### What needs to be done
Across the listing below, count the lines with "bottom" in them. Write nothing but the number.

### Recorded information
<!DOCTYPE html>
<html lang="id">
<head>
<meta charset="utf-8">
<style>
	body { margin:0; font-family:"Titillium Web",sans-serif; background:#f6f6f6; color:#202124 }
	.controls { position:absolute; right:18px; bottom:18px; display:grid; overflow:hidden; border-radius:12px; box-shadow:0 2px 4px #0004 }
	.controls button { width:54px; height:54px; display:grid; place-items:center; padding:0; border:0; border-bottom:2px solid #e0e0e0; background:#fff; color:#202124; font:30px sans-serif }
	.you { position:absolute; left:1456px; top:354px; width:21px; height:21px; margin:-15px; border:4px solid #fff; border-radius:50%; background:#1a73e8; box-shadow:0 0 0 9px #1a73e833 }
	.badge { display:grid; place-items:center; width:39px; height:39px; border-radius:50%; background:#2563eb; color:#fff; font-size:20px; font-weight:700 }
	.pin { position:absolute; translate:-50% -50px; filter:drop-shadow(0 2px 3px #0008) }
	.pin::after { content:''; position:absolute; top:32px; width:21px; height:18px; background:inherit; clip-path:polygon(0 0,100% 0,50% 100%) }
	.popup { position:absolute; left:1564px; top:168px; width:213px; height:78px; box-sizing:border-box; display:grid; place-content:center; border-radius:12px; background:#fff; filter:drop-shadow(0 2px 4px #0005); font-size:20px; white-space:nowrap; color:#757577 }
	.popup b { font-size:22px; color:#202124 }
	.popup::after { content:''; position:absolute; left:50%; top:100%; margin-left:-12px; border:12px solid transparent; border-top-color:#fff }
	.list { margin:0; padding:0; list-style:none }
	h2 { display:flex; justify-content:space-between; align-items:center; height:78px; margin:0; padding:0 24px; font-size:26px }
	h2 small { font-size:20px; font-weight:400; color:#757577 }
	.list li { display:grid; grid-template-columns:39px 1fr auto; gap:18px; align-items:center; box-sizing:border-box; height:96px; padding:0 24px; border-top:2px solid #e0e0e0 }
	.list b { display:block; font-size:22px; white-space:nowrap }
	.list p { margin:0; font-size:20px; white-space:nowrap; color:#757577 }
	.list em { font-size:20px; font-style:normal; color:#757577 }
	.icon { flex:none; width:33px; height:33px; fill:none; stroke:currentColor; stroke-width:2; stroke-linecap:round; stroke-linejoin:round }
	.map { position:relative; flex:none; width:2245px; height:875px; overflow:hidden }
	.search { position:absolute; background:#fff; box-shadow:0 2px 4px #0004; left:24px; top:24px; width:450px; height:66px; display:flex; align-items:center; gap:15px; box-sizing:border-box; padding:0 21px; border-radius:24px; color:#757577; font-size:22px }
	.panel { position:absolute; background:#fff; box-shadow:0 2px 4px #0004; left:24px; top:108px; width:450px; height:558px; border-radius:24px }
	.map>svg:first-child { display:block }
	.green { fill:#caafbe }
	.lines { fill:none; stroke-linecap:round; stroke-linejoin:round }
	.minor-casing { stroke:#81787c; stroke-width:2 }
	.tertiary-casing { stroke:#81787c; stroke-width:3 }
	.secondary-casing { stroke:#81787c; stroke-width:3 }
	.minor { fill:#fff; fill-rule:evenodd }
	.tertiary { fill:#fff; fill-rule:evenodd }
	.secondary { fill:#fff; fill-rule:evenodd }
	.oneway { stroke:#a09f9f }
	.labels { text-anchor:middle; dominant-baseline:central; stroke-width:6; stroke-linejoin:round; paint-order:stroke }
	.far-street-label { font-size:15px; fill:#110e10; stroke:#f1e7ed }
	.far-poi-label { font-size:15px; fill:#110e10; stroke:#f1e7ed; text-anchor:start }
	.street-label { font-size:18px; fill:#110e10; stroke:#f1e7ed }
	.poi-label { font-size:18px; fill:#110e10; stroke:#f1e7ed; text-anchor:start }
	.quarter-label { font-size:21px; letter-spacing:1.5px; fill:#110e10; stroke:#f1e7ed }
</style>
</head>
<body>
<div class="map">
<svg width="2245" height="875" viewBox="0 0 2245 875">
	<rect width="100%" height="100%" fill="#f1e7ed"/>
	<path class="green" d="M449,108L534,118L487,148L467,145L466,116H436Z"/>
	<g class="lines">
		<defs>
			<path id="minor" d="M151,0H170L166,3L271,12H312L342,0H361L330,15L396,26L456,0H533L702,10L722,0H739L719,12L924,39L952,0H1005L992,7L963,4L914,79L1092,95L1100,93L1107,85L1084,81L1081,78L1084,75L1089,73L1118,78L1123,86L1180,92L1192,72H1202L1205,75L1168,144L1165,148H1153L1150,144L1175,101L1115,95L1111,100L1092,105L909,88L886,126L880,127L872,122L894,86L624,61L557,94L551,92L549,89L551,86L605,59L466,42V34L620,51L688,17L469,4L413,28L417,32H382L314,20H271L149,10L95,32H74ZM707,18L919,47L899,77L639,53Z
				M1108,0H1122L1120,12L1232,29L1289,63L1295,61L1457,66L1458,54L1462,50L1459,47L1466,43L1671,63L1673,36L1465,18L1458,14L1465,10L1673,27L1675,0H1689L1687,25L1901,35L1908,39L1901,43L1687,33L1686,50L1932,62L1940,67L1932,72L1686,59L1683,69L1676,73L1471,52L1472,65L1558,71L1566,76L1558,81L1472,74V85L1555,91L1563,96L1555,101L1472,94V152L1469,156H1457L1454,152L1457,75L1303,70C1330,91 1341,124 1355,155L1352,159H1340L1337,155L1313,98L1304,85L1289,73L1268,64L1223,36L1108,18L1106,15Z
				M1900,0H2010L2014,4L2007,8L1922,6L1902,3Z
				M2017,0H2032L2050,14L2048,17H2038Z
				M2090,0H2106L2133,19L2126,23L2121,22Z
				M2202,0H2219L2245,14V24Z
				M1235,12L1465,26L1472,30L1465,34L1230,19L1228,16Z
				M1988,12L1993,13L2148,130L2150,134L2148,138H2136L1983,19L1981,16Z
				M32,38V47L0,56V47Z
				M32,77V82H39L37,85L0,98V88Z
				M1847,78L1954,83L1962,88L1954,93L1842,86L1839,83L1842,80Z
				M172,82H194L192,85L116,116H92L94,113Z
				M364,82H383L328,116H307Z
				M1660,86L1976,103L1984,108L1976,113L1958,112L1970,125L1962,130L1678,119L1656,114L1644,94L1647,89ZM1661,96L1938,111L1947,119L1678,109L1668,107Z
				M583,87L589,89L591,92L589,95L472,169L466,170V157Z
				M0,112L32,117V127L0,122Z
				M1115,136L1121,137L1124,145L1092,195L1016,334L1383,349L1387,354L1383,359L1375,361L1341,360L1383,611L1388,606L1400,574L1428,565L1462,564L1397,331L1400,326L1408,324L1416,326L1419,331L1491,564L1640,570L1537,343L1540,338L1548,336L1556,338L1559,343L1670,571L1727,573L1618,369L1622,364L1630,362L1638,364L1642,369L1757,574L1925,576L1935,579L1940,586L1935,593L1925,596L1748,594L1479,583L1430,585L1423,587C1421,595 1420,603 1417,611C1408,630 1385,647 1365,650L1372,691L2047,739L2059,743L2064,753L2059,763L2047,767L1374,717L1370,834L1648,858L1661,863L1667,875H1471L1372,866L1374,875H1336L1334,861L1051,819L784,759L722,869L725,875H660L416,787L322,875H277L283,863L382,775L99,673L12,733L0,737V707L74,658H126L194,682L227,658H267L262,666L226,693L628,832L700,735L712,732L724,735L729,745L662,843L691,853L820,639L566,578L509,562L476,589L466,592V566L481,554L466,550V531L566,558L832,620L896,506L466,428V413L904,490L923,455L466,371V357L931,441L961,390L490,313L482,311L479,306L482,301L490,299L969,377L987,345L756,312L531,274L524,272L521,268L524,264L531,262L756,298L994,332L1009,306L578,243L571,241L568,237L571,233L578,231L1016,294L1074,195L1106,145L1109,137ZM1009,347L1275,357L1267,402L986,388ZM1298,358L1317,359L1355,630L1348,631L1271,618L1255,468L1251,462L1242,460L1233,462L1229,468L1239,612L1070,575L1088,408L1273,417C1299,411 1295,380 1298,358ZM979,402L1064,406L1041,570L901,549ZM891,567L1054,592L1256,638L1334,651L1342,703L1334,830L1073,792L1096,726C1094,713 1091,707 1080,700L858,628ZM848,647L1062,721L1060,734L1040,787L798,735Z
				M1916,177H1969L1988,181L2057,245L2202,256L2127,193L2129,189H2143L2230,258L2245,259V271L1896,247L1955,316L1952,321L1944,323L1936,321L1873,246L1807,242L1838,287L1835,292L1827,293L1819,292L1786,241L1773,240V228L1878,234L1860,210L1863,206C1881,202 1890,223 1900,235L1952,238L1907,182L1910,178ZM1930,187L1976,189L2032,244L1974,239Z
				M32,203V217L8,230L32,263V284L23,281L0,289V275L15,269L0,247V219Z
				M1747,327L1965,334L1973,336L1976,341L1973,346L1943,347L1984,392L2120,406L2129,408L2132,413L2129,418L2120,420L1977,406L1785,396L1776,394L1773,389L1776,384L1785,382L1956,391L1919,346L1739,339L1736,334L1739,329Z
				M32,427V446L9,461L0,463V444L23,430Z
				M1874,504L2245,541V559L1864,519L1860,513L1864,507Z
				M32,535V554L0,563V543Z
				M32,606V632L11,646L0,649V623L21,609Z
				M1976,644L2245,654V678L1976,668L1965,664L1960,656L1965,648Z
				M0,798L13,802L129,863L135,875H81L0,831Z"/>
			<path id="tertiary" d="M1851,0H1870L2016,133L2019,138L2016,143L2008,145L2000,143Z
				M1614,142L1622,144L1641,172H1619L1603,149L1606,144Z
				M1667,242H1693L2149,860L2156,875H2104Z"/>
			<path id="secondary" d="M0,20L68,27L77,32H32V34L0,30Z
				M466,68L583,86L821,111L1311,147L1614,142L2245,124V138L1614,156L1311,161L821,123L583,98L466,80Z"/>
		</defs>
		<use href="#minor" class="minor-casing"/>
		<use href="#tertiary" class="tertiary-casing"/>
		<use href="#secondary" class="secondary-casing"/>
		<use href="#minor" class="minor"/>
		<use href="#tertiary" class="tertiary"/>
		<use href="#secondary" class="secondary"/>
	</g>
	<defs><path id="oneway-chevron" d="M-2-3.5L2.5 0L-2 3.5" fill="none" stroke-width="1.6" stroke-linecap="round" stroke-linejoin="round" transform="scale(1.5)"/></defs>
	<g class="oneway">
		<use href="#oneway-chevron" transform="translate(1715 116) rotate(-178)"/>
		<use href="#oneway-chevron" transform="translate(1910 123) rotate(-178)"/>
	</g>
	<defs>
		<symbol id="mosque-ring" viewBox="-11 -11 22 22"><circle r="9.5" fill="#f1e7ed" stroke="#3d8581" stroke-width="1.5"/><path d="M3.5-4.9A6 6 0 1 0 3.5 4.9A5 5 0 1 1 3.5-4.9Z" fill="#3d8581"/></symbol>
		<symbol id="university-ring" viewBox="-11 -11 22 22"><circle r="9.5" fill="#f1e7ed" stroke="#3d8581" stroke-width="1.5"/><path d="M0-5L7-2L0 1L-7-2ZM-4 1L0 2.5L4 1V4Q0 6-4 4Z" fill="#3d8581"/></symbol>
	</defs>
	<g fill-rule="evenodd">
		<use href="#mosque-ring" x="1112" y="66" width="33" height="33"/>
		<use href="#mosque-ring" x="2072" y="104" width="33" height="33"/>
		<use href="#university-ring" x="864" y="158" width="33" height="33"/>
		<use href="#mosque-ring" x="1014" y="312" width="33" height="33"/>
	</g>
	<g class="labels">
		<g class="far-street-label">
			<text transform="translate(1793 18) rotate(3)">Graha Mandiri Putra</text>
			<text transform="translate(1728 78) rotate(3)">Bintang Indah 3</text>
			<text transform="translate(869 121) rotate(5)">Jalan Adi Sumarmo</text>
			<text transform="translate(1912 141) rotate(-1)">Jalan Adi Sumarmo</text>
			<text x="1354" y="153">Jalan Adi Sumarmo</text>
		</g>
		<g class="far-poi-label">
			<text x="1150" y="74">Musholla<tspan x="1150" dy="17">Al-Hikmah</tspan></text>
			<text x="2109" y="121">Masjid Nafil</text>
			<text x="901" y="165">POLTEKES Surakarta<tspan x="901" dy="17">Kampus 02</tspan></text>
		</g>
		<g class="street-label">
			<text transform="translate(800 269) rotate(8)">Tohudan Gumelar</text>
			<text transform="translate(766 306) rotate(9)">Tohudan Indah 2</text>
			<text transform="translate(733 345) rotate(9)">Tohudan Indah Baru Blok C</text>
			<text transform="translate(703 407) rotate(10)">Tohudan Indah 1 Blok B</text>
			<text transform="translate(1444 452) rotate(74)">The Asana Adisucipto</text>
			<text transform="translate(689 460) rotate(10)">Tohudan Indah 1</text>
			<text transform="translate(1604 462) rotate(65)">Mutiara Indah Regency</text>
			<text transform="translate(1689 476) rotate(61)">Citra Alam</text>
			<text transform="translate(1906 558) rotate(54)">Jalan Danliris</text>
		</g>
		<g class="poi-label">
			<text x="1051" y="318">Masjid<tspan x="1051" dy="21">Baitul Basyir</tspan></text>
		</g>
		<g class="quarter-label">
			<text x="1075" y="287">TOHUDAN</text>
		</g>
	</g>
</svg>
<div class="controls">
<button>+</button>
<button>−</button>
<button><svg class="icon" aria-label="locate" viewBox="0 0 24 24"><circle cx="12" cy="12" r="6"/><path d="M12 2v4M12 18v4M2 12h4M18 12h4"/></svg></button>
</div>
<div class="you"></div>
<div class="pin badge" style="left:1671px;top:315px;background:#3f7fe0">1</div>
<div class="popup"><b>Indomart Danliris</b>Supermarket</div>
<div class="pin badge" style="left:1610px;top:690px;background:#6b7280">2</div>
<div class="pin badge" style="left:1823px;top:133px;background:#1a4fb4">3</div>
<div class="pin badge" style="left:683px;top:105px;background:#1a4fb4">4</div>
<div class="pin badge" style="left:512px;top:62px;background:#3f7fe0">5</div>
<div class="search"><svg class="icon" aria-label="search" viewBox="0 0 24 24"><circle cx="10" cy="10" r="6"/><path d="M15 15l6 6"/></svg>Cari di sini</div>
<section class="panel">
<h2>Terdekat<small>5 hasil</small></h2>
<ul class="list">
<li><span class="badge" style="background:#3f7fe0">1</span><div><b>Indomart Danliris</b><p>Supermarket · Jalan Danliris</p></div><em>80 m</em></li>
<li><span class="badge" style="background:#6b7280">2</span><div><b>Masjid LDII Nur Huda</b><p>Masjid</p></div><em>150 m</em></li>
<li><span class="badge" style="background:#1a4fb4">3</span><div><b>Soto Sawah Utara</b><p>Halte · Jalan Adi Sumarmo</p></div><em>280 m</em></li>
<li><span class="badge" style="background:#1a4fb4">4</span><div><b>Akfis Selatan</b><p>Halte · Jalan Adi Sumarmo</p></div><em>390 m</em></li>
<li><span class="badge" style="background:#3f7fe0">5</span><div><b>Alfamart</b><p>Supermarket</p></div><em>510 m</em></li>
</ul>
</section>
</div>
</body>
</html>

### Task answer
2